Me parece que es bastante acertada la opinión del escritor, “se nos ha olvidado el corazón”. Tenemos muchas cosas, pero escasea el auténtico amor. No deja de ser curioso −y, desde luego, preocupante− lo que les cuesta a los jóvenes contraer matrimonio y lo poco que duran los que llegaron a ser. Es todo un síntoma. Si hay algo importante en la vida de las personas es su capacidad de amar, pero el ambiente consumista produce egoísmos. Cada uno a los suyo. Como una peste, mucho más preocupante que el coronavirus. Es una epidemia corrosiva, muy dañina, sobre todo porque pocos son conscientes de su extensión y su gravedad.

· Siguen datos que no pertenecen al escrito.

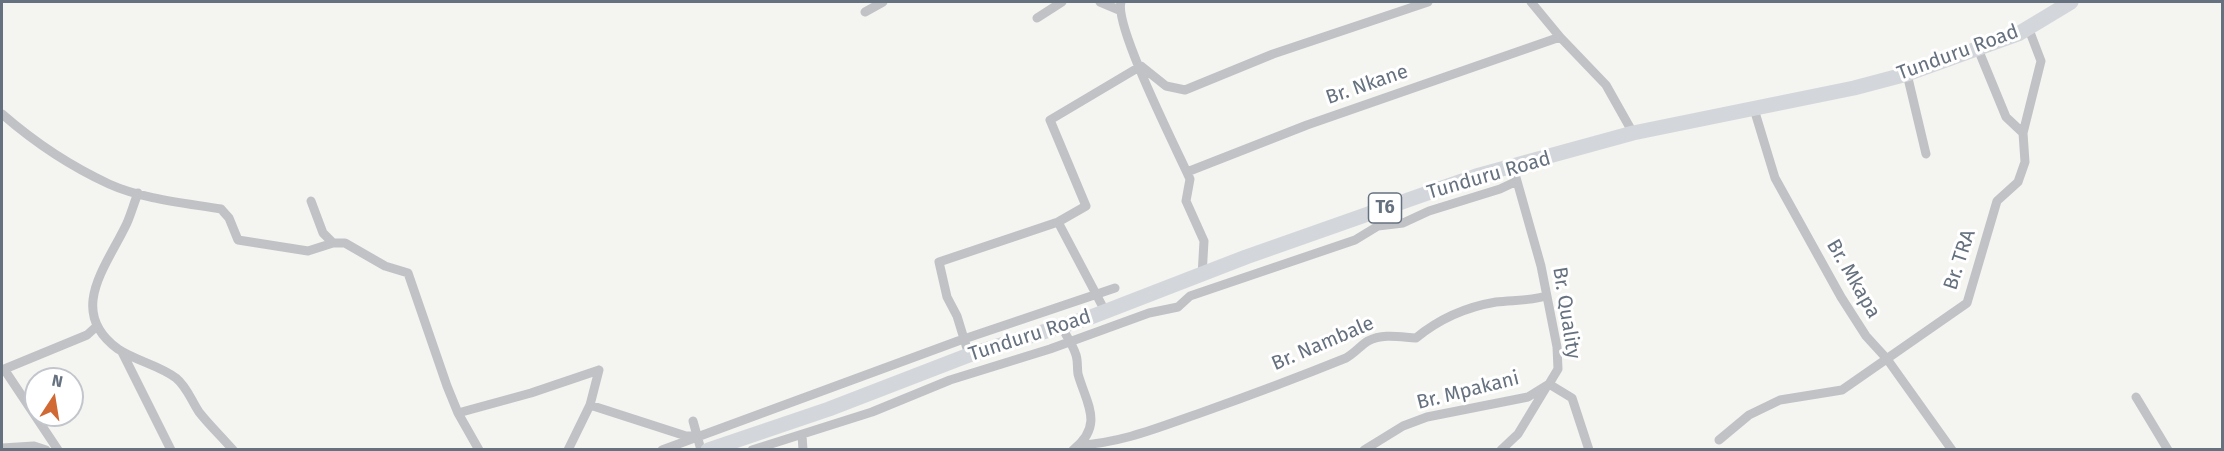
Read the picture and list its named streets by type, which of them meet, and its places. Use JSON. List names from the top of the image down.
{
  "streets": {
    "highway": ["Tunduru Road", "T6"],
    "street": [
      "Br. Nkane",
      "Br. TRA",
      "Br. Mkapa",
      "Br. Quality",
      "Br. Nambale",
      "Br. Mpakani"
    ]
  },
  "crossings": [
    ["Tunduru Road", "Br. TRA"],
    ["Tunduru Road", "Br. Mkapa"],
    ["Tunduru Road", "Br. Quality"],
    ["Br. TRA", "Br. Mkapa"],
    ["Br. Quality", "Br. Nambale"],
    ["Br. Quality", "Br. Mpakani"]
  ],
  "north": "top"
}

“La velocidad pasa las páginas deprisa, sin retener nada; el amor subraya, y para el subrayado es necesaria una dosis de atención. Mientras la velocidad lo emborrona todo, El amor perfila, crea rasgos en el lienzo del caos. El detalle es hijo del amor, nace de la poca urgencia. La velocidad nos ha empequeñecido”(p. 33).

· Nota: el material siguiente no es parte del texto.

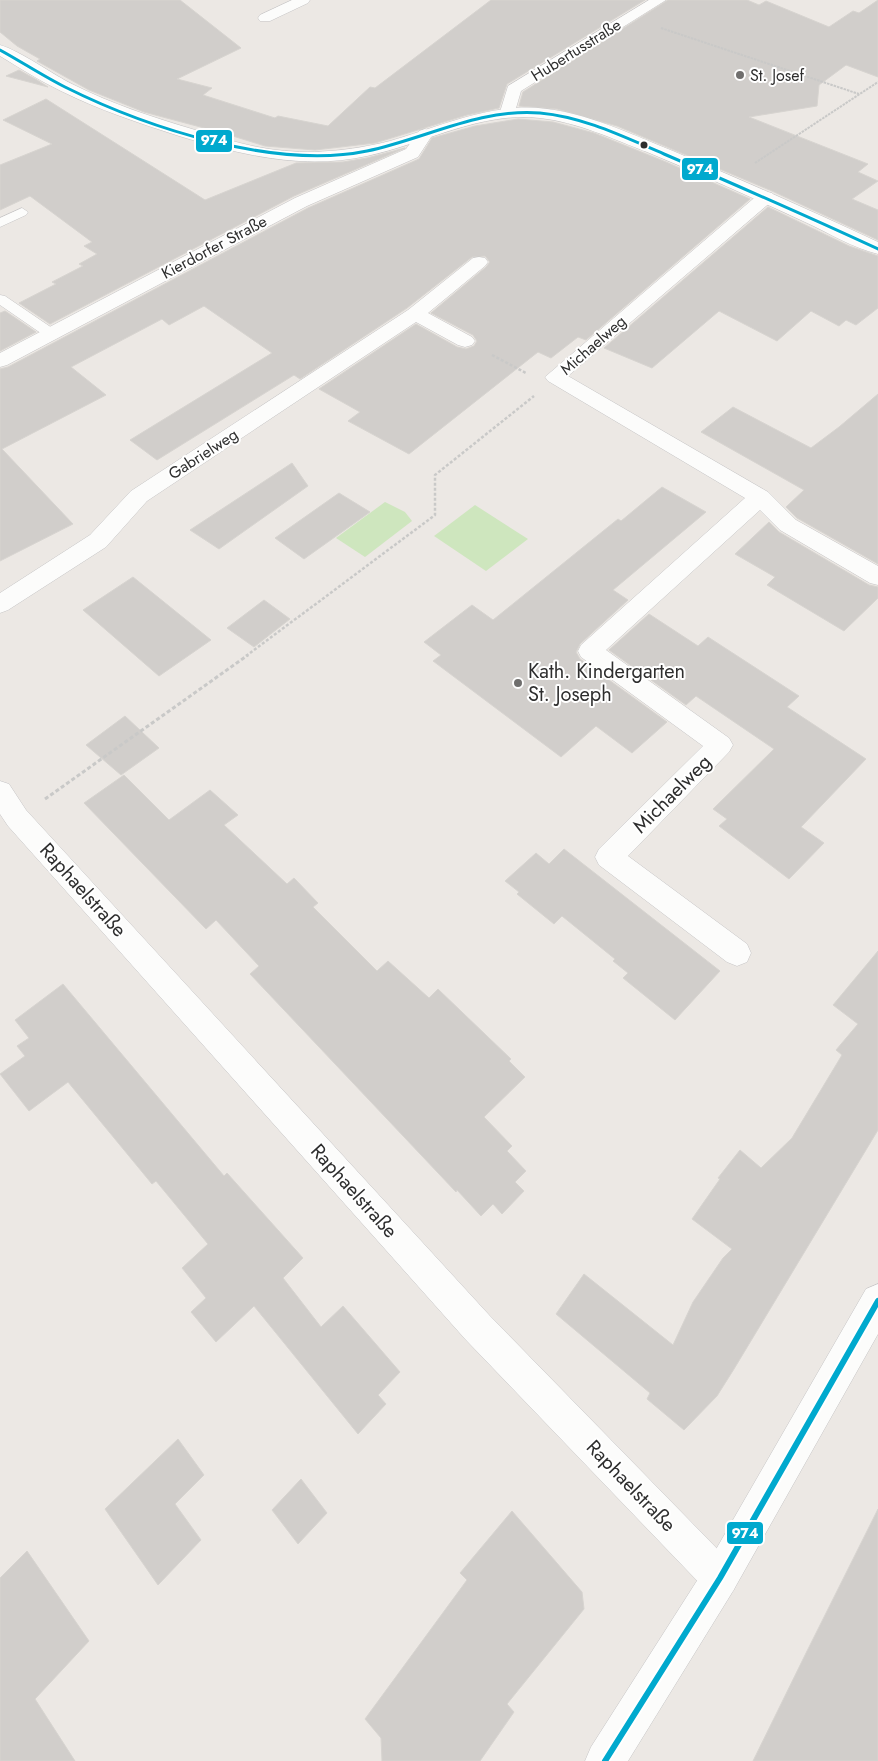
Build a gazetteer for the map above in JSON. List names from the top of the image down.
{
  "streets": {
    "street": [
      "Hubertusstraße",
      "Kierdorfer Straße",
      "Michaelweg",
      "Gabrielweg",
      "Raphaelstraße"
    ]
  },
  "places": ["St. Josef", "Kath. Kindergarten St. Joseph"],
  "lines": ["transit line 974"]
}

El poeta, observador, padre de familia, con mente cristiana, es consciente, se da más cuenta que el resto de los mortales de la debilidad de la sociedad en la que malvivimos. Hay mucha velocidad, mucho correr, poco pararse y observar. Poca capacidad de meditar, de dar dos vueltas a las cosas, especialmente útiles en la presencia de Dios. “El amor subraya”, hace falta parar, hace falta atención, para valorar, para aprender, para ser conscientes de las necesidades de los demás.
También, en la misma línea, dice Montiel: “Una ventana encendida se parece mucho a la misericordia” (p. 13). Hace falta esa luz de la esperanza. Necesitamos notar que nos ven, que nos quieren. Hay muchas personas solas. “Lo que verdaderamente transmite la fe es una entrega particular, un determinado abrazo o palabra de aliento. Regazos, rodillas, palabras susurradas en la orilla de la cama donde duerme un niño con miedo a la oscuridad. Vidas concretas y no abstracciones teológicas ni homilías. Un Dios que vive en el ejemplo. Desapercibido. Hospedado en el establo de una caricia, en la carpintería de una sonrisa, en el pesebre de unas manos amorosas (p. 23).
Eso es vida cristiana, y eso es lo que nuestra sociedad precisa. Y lo agradece mucho más que la riqueza, quizá porque de eso ya tenemos, pero los detalles de cariño escasean. No podemos olvidar que es lo más típicamente cristiano: “Amarás a Dios sobre todas las cosas y al prójimo como a ti mismo”. Y si eso falla, nuestra sociedad, nacida en el cristianismo, se destruye.